> _YOUR INSTRUCTIONS_
Find all the lines in the entries below that hold the word "name" and copy them.

> _INFORMATION SUPPLIED_
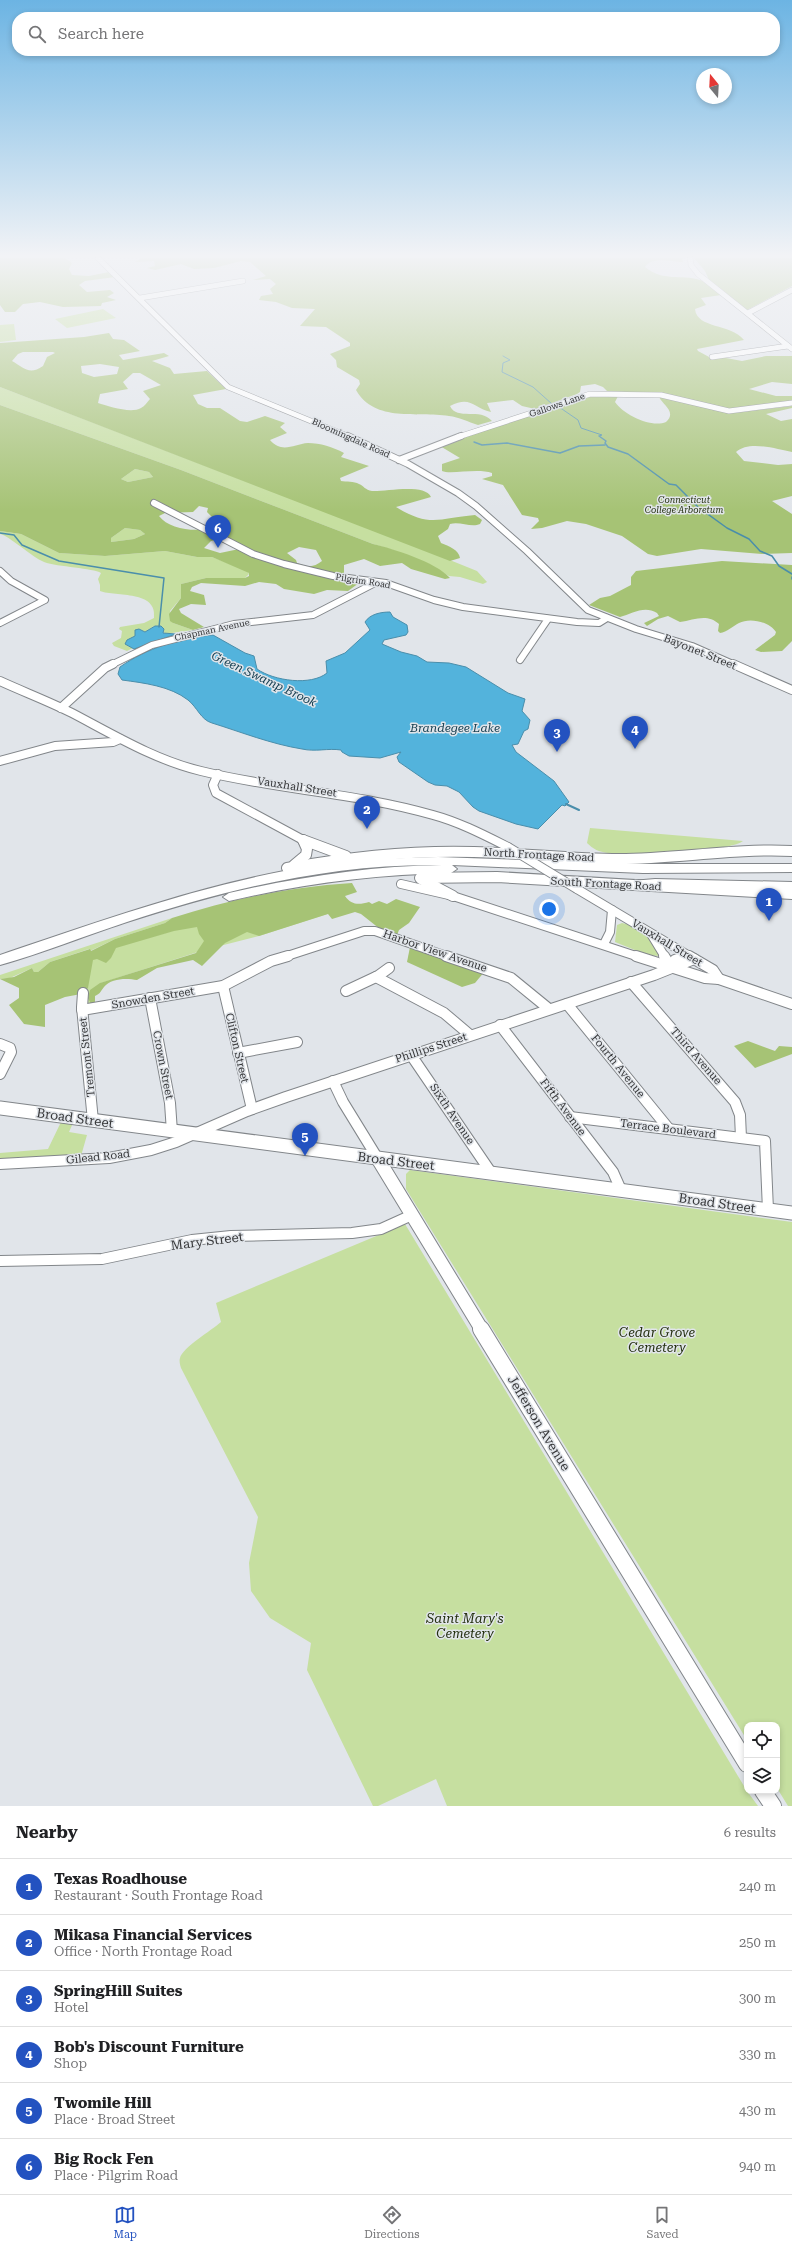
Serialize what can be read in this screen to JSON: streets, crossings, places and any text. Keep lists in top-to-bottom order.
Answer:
{
  "streets": {
    "main road": [
      "North Frontage Road",
      "South Frontage Road",
      "Broad Street",
      "Jefferson Avenue"
    ],
    "street": [
      "Gallows Lane",
      "Bloomingdale Road",
      "Pilgrim Road",
      "Chapman Avenue",
      "Bayonet Street",
      "Vauxhall Street",
      "Harbor View Avenue",
      "Snowden Street",
      "Clifton Street",
      "Phillips Street",
      "Third Avenue",
      "Tremont Street",
      "Crown Street",
      "Fourth Avenue",
      "Fifth Avenue",
      "Sixth Avenue",
      "Terrace Boulevard",
      "Gilead Road",
      "Mary Street"
    ]
  },
  "crossings": [
    ["Gallows Lane", "Bloomingdale Road"],
    ["Bloomingdale Road", "Pilgrim Road"],
    ["Bloomingdale Road", "Bayonet Street"],
    ["Pilgrim Road", "Chapman Avenue"],
    ["Pilgrim Road", "Bayonet Street"],
    ["Chapman Avenue", "Vauxhall Street"],
    ["Vauxhall Street", "Phillips Street"],
    ["Harbor View Avenue", "Snowden Street"],
    ["Harbor View Avenue", "Clifton Street"],
    ["Harbor View Avenue", "Phillips Street"],
    ["Snowden Street", "Clifton Street"],
    ["Snowden Street", "Tremont Street"],
    ["Snowden Street", "Crown Street"],
    ["Clifton Street", "Phillips Street"],
    ["Phillips Street", "Third Avenue"],
    ["Phillips Street", "Fourth Avenue"],
    ["Phillips Street", "Fifth Avenue"],
    ["Phillips Street", "Sixth Avenue"],
    ["Phillips Street", "Broad Street"],
    ["Phillips Street", "Gilead Road"],
    ["Phillips Street", "Jefferson Avenue"],
    ["Third Avenue", "Terrace Boulevard"],
    ["Tremont Street", "Broad Street"],
    ["Crown Street", "Broad Street"],
    ["Fourth Avenue", "Terrace Boulevard"],
    ["Fifth Avenue", "Broad Street"],
    ["Fifth Avenue", "Terrace Boulevard"],
    ["Sixth Avenue", "Broad Street"],
    ["Broad Street", "Terrace Boulevard"],
    ["Broad Street", "Gilead Road"],
    ["Broad Street", "Jefferson Avenue"],
    ["Mary Street", "Jefferson Avenue"]
  ],
  "water": ["Green Swamp Brook", "Brandegee Lake"],
  "parks": ["Connecticut College Arboretum", "Cedar Grove Cemetery", "Saint Mary's Cemetery"],
  "north": "top",
  "page": {
    "search": "Search here",
    "pins": [
      "6",
      "4",
      "3",
      "2",
      "1",
      "5"
    ],
    "heading": ["Nearby", "6 results"],
    "list": [
      {
        "mark": "1",
        "name": "Texas Roadhouse",
        "note": "Restaurant · South Frontage Road",
        "value": "240 m"
      },
      {
        "mark": "2",
        "name": "Mikasa Financial Services",
        "note": "Office · North Frontage Road",
        "value": "250 m"
      },
      {
        "mark": "3",
        "name": "SpringHill Suites",
        "note": "Hotel",
        "value": "300 m"
      },
      {
        "mark": "4",
        "name": "Bob's Discount Furniture",
        "note": "Shop",
        "value": "330 m"
      },
      {
        "mark": "5",
        "name": "Twomile Hill",
        "note": "Place · Broad Street",
        "value": "430 m"
      },
      {
        "mark": "6",
        "name": "Big Rock Fen",
        "note": "Place · Pilgrim Road",
        "value": "940 m"
      }
    ],
    "nav": ["Map", "Directions", "Saved"]
  }
}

> _RESPONSE TO THIS EXERCISE_
        "name": "Texas Roadhouse",
        "name": "Mikasa Financial Services",
        "name": "SpringHill Suites",
        "name": "Bob's Discount Furniture",
        "name": "Twomile Hill",
        "name": "Big Rock Fen",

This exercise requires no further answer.